In this photograph taken on May 24, 2011, US citizen Ghulam Nabi Fai, 62, talks during the International Kashmir Conference in Muzaffarabad. US officials charged two suspected Pakistani agents Ghulam Nabi Fai and Zaheer Ahmad over an alleged decades-long effort that funneled millions of dollars to Washington to lobby the Kashmiri cause in the corridors of power. – Photo by AFP

NEW DELHI: The arrest of Ghulam Nabi Fai “was long overdue”, a report quoted India's home secretary as saying on Saturday.

Fai, 62, a US citizen detained on Tuesday, is suspected of links to a decades-long effort that allegedly funnelled millions of dollars to Washington to lobby US politicians on behalf of Kashmiri causes.

Commenting on Fai's arrest, India's Home Secretary R.K. Singh said: “Yes, his arrest was long overdue,” the Press Trust of India reported.

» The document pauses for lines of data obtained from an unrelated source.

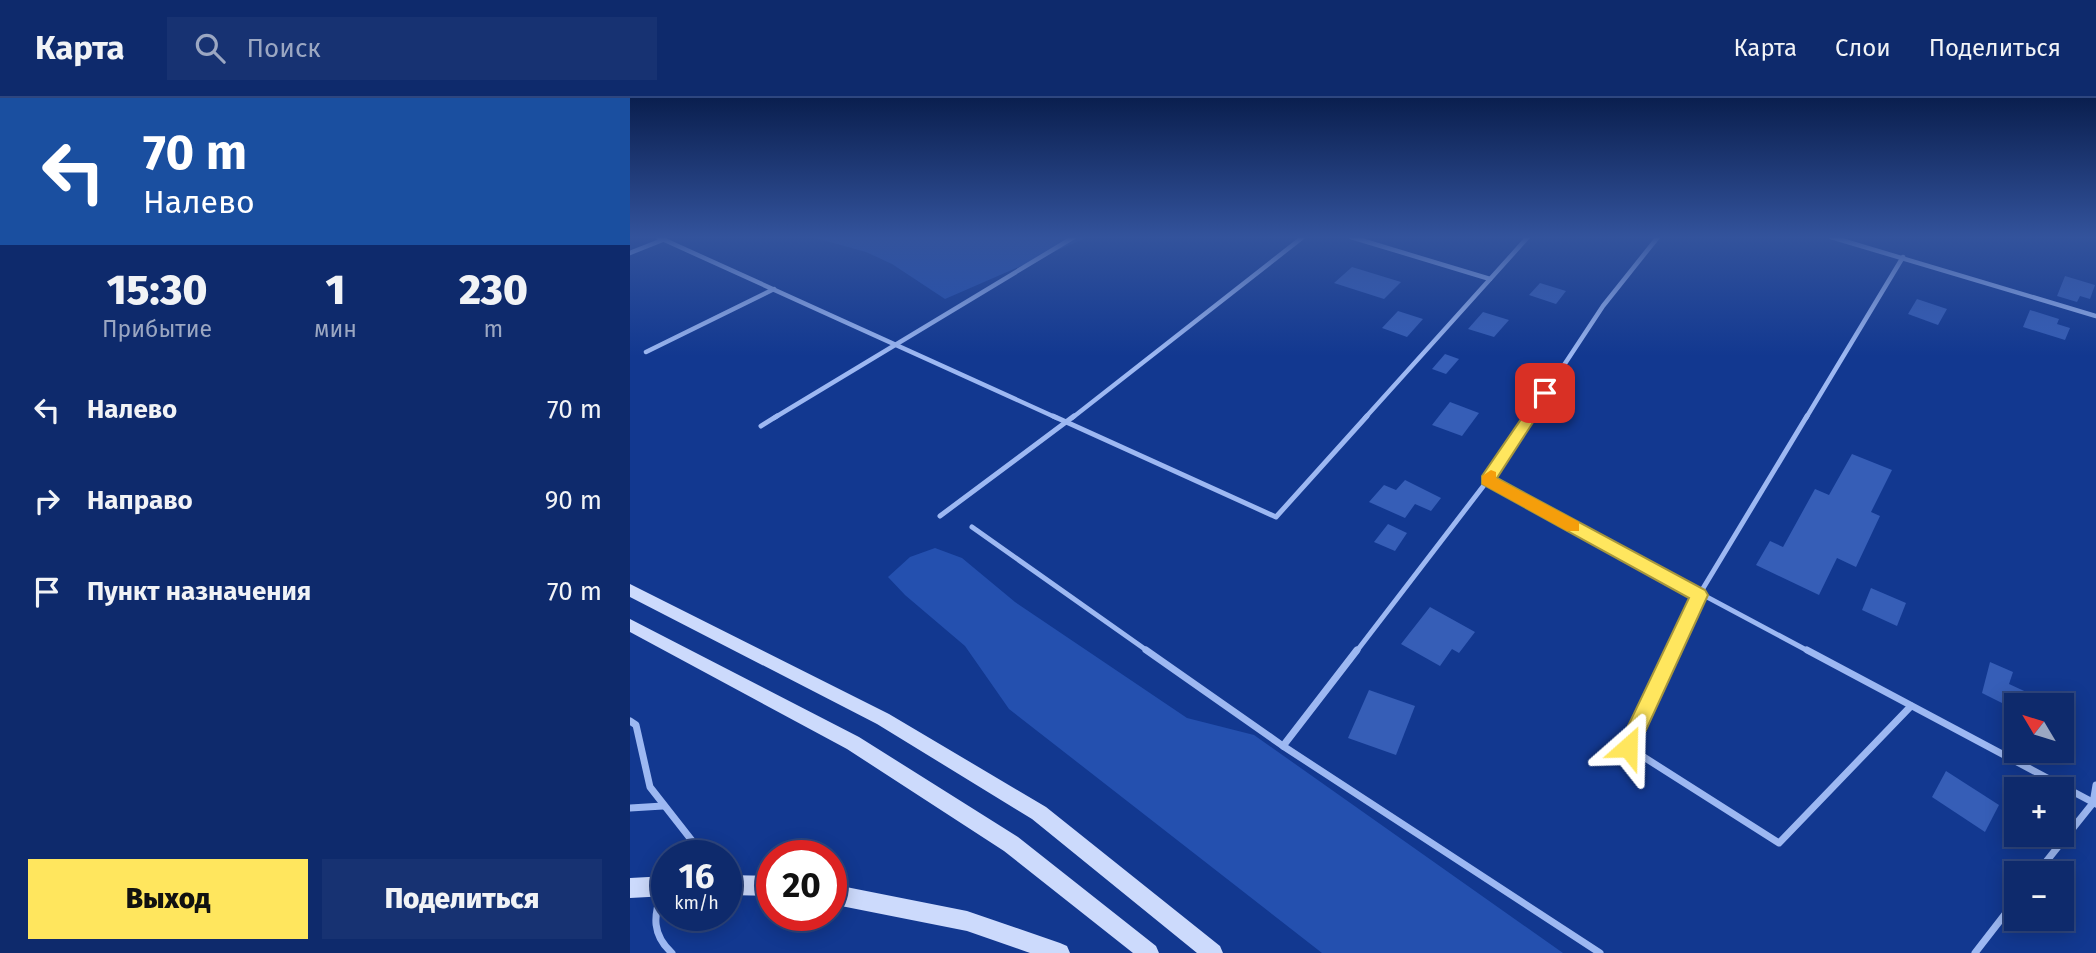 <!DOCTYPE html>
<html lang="ru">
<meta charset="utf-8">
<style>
:root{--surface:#0e2a6c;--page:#173272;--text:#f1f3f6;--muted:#9ba7c2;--line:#2e467f;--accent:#ffe65e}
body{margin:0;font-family:"Fira Sans",sans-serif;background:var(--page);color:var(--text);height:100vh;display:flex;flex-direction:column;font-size:26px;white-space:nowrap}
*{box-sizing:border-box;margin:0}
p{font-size:23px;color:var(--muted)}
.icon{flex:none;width:38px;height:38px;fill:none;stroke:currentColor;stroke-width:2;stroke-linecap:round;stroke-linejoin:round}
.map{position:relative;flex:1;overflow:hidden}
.drawer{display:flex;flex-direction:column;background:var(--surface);width:630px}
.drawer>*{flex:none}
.banner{background:#1a4fa0;color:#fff;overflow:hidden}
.needle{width:46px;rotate:308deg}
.tools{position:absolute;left:1374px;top:595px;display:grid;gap:14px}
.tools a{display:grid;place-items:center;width:70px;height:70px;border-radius:0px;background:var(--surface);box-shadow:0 4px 18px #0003,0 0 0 2px var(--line);font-size:35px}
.speed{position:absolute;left:21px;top:742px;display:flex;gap:14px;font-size:35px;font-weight:700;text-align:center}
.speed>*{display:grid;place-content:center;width:91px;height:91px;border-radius:50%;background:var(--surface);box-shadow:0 4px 18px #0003,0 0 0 2px var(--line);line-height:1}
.speed small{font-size:18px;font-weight:400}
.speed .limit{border:10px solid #d22;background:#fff;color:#111}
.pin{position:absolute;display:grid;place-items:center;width:60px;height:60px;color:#fff;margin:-30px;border-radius:14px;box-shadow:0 4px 10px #0006}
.me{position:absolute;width:77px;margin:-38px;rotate:25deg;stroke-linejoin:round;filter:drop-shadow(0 0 5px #0008)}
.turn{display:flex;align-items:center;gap:24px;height:147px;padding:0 28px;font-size:32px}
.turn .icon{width:91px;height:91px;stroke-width:2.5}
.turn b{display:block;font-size:49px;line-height:60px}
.eta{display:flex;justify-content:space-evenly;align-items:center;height:119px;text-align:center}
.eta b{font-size:42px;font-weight:800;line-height:49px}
.action{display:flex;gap:14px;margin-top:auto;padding:14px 28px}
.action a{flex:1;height:80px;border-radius:0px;background:var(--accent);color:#111;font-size:28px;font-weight:800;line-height:80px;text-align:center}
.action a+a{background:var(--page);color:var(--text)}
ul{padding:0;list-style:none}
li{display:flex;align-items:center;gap:21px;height:91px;padding:0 28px}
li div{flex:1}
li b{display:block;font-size:26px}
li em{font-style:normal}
header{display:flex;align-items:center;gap:42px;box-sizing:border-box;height:98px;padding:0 35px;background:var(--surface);border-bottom:2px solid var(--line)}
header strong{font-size:33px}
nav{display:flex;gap:38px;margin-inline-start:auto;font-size:24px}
.search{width:490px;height:63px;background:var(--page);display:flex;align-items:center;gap:18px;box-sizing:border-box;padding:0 24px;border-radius:0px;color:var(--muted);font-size:26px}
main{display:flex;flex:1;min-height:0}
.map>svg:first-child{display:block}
.green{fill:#2450af}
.building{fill:#365eb7}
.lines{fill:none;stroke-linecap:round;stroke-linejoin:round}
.lane-far2{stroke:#9db8f2;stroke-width:4.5}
.lane-far1{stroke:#9db8f2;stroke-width:5}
.lane{stroke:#9db8f2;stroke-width:7}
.secondary{fill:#ccdafc;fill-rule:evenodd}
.route{fill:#ffe65e;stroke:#a6963d;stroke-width:2}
.slow{fill:#f59e0b}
</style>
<header>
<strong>Карта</strong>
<div class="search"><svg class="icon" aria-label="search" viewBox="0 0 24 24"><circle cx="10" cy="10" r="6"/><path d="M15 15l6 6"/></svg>Поиск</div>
<nav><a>Карта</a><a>Слои</a><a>Поделиться</a></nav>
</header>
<main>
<section class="drawer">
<div class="banner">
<div class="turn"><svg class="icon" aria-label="left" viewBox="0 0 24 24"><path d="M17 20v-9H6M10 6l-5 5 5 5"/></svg><div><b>70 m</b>Налево</div></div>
</div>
<div class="eta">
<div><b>15:30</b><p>Прибытие</p></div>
<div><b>1</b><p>мин</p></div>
<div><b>230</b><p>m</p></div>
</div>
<ul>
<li><svg class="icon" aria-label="left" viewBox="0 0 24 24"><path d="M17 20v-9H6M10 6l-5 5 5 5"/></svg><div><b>Налево</b></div><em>70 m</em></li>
<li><svg class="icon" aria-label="right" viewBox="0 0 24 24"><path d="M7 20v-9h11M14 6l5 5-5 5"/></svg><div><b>Направо</b></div><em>90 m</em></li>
<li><svg class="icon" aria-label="arrive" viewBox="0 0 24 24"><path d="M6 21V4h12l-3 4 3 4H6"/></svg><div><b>Пункт назначения</b></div><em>70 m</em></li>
</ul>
<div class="action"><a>Выход</a><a>Поделиться</a></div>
</section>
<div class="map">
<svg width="1466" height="855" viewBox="0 0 1466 855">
<rect width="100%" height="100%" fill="#123890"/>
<!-- green -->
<g class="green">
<path d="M182 139H458L315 201 262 166 236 154Z"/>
<path d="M305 450 332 460 385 504 557 620 624 637 933 855H692L379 611 335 548 275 497 258 479 280 459Z"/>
</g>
<!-- building -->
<g class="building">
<path d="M722 169 771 184 754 201 704 185Z"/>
<path d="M1435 178 1465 187 1460 201 1450 198 1447 204 1427 198Z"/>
<path d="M910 185 936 193 926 206 899 197Z"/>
<path d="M1287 201 1317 211 1308 227 1278 216Z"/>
<path d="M1400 212 1429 221 1427 226 1440 230 1435 242 1393 229Z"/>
<path d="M768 213 793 221 777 239 752 230Z"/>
<path d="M853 214 879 222 864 239 838 231Z"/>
<path d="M815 256 829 261 816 276 802 271Z"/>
<path d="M820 304 849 315 832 338 802 327Z"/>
<path d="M1222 356 1262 372 1241 414 1250 418 1226 469 1207 460 1189 497 1126 467 1140 443 1153 449 1185 391 1199 397Z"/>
<path d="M775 382 811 400 801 413 785 406 775 420 739 404 754 387 766 392Z"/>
<path d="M758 426 777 435 765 453 744 444Z"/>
<path d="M1241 490 1276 505 1267 528 1232 512Z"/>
<path d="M800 509 845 534 829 555 822 551 810 568 771 546Z"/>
<path d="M1360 564 1383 574 1379 586 1425 607H1386V612L1352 595Z"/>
<path d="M739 592 785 608 766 657 718 640Z"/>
<path d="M1316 673 1369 707 1355 734 1302 699Z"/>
</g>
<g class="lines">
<!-- lane-far2 -->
<g class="lane-far2">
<path d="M28 139 427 320"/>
<path d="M721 139 860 181"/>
<path d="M1201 139 1466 218"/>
<path d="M0 155 35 141"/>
<path d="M16 254 144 191"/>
<path d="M144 320 444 139"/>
<path d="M442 320 673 139"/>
<path d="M735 320 898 139"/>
<path d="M899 320 973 208 1028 139"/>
<path d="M1176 320 1273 159"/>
</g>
<!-- lane-far1 -->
<g class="lane-far1">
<path d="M423 318 646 419 737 318"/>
<path d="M131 328 147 318"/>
<path d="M858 382 1180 554"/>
<path d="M310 418 444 318"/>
<path d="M342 429 519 554"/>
<path d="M726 554 858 382 900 318"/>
<path d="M1043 554 1069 497 1177 318"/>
</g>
<!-- lane -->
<g class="lane">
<path d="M516 552 653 648 970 855"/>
<path d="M1043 552 998 649 1149 745 1281 608"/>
<path d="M1177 552 1466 706"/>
<path d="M0 623 6 627 20 689 74 758"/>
<path d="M653 648 727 552"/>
<path d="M0 710 33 708"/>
<path d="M1407 775 1463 705 1466 687"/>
<path d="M32 794C23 818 22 837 42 855"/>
<path d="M1345 855 1386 802"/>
</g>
<!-- secondary -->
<g class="secondary">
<path d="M0 486 259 616 416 709 590 848 593 855H567L402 721 247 626 0 499Z"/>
<path d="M0 521 229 639 388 739 526 848 529 855H503L374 753 217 651 0 534Z"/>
<path d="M96 777 142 778V798L96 797Z"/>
<path d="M37 778V798L0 800V780Z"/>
<path d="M201 786 337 813 430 845 437 848 440 855H400L337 833 201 806Z"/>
</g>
</g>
<!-- sky -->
<linearGradient id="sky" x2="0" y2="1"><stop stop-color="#0a1f4f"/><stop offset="0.54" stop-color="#33539c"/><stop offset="1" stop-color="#33539c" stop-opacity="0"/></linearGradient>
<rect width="1466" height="258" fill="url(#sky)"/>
<!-- route -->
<path class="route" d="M915 291 922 295 867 380 1075 492 1078 497 1005 656 998 659 990 656 988 649 1059 500 852 386V378L911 292Z"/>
<!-- slow -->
<path class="slow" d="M861 372 866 374V380L949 424V433H937L852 386V378Z"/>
</svg>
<div class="tools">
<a><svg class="needle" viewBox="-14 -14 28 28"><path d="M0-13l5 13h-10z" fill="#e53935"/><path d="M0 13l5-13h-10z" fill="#9ba7c2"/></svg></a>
<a>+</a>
<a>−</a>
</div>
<div class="speed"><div>16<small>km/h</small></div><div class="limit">20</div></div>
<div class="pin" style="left:915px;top:295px;background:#d93025"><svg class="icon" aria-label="arrive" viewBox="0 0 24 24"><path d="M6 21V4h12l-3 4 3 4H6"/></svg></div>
<svg class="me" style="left:998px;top:649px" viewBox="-20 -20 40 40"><path d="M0-17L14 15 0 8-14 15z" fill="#ffe65e" stroke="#fff" stroke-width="4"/></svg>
</div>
</main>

Fai has been a prominent figure in the politics of Indian-administered Kashmir, racked by a more than two-decade insurgency against New Delhi's rule.

Kashmir is split between India and Pakistan but both countries claim the Himalayan territory in full.

The US Justice Department said Fai and Zaheer Ahmad, 63, a US citizen and a resident of Pakistan, face five years in prison if found guilty.

The US complaint alleges Fai and Ahmad conspired illegally as Pakistani agents, falsifying and concealing material facts that they had a duty to disclose in dealings with the United States government.

The allegations, which come amid increasingly strained ties between the United States and Pakistan, centre on the Kashmiri American Council (KAC), a Washington-based group founded in 1990.

“We had a fair degree of suspicion that the money he (Fai) used to get was given by the agencies in Pakistan,” Singh said on the sidelines of a regional security conference in the Bhutanese capital Thimphu.

The KAC is suspected of being run by Pakistan's Inter-Services Intelligence (ISI).

Pakistan supports Kashmir's right to self-determination.

India and Pakistan have fought two of their three wars over Kashmir since their independence from British rule in 1947.